*** Opening of Dataset extract ***

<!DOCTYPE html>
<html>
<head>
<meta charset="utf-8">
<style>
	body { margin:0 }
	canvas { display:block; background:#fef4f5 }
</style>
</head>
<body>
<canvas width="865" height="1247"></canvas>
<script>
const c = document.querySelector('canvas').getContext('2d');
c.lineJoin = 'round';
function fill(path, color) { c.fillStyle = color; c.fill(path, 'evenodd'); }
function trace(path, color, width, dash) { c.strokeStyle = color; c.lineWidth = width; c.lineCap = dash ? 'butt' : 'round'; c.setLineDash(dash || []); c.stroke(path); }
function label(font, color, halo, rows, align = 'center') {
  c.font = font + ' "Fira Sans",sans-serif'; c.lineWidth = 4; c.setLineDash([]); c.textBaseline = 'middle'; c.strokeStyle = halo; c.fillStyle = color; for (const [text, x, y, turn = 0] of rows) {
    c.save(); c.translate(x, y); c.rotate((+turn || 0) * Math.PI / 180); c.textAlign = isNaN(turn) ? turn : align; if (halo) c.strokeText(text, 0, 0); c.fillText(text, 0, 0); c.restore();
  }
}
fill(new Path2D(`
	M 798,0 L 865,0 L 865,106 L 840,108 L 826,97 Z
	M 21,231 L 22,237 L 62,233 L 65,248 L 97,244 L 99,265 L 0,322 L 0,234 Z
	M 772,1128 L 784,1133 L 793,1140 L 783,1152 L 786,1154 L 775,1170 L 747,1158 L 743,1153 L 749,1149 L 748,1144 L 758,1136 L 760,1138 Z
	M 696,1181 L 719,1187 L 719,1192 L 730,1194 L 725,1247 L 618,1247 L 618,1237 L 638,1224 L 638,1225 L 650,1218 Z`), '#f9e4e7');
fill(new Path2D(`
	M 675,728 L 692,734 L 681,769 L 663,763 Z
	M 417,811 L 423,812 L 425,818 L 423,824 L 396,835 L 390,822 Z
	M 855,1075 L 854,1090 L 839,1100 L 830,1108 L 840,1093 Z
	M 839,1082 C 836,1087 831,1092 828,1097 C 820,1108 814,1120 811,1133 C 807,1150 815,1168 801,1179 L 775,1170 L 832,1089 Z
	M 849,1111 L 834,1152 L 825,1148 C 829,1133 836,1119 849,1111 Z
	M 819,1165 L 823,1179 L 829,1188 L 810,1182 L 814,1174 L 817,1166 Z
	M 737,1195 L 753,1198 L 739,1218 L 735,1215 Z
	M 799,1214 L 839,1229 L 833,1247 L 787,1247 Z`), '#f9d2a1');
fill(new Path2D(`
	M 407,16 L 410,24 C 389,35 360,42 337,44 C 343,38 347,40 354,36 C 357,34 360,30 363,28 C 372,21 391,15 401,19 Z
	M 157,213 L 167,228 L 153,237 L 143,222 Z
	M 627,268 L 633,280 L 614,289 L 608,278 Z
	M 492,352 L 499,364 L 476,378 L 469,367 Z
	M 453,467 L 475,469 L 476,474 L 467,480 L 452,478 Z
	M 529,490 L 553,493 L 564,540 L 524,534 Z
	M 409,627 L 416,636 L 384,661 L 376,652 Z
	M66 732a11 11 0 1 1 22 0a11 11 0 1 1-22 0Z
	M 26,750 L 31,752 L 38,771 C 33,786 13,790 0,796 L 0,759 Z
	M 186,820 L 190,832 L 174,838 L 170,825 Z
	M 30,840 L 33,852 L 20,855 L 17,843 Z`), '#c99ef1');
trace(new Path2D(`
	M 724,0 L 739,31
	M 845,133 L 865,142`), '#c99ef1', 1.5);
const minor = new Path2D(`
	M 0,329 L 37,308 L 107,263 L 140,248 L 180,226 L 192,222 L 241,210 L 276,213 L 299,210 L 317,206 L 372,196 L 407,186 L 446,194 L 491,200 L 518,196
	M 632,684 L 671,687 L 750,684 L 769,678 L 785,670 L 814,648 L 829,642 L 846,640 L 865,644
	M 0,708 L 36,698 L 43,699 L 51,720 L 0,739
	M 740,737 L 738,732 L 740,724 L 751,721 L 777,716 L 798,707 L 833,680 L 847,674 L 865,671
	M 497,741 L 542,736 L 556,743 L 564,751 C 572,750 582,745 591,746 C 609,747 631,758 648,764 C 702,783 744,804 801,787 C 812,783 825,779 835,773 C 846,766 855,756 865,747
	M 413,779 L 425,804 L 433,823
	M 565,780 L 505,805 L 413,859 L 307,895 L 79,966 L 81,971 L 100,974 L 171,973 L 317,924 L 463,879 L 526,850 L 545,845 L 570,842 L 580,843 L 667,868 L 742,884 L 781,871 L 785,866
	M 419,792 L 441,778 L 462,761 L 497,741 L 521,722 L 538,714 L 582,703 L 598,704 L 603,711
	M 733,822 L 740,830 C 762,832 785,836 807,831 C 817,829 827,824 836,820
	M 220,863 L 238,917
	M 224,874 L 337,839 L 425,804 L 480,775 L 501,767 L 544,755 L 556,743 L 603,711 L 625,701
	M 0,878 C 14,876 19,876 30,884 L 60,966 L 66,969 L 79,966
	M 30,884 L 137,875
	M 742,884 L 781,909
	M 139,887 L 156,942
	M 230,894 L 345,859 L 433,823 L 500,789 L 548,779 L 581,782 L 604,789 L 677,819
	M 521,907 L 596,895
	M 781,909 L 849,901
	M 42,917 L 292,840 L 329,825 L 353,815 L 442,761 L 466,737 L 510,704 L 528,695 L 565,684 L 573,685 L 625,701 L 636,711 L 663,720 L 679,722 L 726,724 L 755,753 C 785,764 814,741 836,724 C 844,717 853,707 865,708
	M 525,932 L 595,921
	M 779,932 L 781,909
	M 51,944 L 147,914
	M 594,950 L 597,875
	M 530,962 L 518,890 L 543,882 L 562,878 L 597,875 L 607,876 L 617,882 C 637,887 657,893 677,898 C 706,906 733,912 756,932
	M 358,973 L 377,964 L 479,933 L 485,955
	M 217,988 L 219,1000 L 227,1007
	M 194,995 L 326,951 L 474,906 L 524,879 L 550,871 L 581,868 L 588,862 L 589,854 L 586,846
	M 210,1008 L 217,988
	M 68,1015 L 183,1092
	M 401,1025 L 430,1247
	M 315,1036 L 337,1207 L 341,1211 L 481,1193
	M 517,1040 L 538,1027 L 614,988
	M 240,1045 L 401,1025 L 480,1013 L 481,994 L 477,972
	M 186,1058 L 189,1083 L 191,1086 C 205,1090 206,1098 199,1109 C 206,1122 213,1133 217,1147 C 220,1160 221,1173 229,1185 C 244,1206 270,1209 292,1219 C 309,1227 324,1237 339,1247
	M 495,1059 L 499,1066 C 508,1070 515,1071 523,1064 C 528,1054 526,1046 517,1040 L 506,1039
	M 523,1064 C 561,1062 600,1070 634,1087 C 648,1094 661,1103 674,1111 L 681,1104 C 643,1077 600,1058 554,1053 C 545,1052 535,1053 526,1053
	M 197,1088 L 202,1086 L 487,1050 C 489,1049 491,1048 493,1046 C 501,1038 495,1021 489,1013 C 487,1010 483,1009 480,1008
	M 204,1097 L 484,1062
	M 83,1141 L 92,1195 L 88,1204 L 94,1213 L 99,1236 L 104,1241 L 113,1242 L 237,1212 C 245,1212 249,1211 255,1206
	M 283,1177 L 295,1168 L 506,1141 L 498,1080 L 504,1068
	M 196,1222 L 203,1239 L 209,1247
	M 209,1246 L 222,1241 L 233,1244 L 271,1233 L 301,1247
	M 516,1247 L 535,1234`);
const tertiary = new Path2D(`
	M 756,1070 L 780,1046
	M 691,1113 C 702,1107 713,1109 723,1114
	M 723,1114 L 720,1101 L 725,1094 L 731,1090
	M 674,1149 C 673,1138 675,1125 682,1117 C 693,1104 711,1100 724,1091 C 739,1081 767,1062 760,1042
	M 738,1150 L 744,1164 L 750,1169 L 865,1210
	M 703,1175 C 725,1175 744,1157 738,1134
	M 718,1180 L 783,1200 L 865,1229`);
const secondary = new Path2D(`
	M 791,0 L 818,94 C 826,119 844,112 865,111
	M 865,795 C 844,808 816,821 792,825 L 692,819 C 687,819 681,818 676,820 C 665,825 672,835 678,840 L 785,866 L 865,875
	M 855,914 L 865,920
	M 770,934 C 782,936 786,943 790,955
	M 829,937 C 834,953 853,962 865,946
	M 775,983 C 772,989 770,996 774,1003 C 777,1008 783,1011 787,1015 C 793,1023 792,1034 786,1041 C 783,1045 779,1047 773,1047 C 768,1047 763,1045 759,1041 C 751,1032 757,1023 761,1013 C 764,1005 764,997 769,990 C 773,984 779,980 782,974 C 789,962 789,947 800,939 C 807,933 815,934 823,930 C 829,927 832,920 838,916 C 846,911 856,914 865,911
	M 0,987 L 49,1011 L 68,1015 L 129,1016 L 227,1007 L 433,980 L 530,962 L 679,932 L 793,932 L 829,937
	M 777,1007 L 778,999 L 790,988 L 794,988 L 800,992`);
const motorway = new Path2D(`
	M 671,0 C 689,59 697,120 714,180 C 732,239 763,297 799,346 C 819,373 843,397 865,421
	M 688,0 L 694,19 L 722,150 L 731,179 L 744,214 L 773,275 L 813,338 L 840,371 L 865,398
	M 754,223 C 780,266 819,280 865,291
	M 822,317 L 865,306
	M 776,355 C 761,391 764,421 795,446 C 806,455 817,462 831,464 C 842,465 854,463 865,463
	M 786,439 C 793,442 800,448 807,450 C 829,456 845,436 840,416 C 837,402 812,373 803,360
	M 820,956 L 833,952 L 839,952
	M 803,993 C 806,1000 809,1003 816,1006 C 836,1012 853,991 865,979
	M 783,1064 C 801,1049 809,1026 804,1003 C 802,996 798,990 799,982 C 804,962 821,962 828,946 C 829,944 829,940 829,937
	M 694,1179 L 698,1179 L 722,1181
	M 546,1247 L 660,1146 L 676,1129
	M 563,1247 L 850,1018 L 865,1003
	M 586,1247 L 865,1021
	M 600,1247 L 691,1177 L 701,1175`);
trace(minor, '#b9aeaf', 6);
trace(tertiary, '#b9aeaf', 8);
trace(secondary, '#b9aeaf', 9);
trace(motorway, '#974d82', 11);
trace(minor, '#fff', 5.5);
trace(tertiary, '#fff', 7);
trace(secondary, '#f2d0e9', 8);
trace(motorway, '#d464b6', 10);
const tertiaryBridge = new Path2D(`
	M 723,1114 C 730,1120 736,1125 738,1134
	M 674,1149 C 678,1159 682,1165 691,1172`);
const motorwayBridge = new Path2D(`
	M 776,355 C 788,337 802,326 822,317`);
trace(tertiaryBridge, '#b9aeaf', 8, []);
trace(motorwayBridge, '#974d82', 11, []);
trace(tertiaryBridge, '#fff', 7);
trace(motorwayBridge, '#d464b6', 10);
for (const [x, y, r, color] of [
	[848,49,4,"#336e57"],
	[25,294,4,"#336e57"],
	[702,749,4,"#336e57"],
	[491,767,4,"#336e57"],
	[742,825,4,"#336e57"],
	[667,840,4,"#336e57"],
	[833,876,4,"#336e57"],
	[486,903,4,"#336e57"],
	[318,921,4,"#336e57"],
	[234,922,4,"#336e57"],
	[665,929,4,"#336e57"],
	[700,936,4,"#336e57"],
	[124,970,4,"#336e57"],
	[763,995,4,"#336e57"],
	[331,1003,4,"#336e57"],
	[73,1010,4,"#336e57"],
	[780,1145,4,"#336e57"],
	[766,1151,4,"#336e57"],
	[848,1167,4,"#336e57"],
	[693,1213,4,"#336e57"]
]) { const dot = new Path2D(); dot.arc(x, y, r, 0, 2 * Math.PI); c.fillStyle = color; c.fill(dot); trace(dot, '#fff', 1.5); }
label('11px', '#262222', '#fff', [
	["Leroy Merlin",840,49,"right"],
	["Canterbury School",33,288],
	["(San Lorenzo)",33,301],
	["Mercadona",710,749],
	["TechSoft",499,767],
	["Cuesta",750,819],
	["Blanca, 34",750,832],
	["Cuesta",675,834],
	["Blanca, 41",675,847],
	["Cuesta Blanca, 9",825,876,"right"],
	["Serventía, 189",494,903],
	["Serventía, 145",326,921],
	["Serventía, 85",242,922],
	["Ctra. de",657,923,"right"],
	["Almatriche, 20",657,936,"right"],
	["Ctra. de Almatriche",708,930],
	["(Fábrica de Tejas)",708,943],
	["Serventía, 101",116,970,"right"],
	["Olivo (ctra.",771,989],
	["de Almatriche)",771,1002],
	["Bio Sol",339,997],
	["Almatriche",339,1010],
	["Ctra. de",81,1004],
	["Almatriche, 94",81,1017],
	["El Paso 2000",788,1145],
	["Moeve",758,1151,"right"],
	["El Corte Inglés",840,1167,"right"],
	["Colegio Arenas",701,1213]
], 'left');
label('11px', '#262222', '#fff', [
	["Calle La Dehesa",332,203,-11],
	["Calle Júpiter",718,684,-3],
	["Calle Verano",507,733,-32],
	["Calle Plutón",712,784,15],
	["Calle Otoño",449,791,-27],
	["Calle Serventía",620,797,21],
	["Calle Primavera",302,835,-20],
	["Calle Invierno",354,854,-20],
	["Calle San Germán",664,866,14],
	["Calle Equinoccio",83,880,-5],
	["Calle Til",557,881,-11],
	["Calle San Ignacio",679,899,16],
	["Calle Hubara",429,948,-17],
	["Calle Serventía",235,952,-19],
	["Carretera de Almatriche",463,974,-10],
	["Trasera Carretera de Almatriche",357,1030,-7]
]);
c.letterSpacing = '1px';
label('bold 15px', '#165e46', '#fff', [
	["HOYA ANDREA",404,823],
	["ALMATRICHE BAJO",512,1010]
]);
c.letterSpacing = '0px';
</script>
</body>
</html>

*** Close of Dataset extract ***

List all lines in the material containing the string "Carretera".

* Your solution
	["Carretera de Almatriche",463,974,-10],
	["Trasera Carretera de Almatriche",357,1030,-7]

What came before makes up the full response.